- [Task brief]:
Could you set down the full listing, unchanged?

- [Source data]:
◇ ◇ ◇ ◇ ◇

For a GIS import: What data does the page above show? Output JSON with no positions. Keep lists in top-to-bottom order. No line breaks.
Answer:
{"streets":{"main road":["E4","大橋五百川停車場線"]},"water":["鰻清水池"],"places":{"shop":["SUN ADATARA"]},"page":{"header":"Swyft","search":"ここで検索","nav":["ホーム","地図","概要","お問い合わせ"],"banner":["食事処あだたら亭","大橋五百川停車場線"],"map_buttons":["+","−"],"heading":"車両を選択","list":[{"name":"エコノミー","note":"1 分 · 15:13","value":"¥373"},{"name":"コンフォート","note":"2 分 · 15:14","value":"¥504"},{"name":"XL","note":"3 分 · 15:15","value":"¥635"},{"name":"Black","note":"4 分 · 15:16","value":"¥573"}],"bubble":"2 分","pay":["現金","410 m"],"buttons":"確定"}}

◇ ◇ ◇ ◇ ◇

- [Reply to the exercise]:
For a GIS import: What data does the page above show? Output JSON with no positions. Keep lists in top-to-bottom order. No line breaks.
Answer:
{"streets":{"main road":["E4","大橋五百川停車場線"]},"water":["鰻清水池"],"places":{"shop":["SUN ADATARA"]},"page":{"header":"Swyft","search":"ここで検索","nav":["ホーム","地図","概要","お問い合わせ"],"banner":["食事処あだたら亭","大橋五百川停車場線"],"map_buttons":["+","−"],"heading":"車両を選択","list":[{"name":"エコノミー","note":"1 分 · 15:13","value":"¥373"},{"name":"コンフォート","note":"2 分 · 15:14","value":"¥504"},{"name":"XL","note":"3 分 · 15:15","value":"¥635"},{"name":"Black","note":"4 分 · 15:16","value":"¥573"}],"bubble":"2 分","pay":["現金","410 m"],"buttons":"確定"}}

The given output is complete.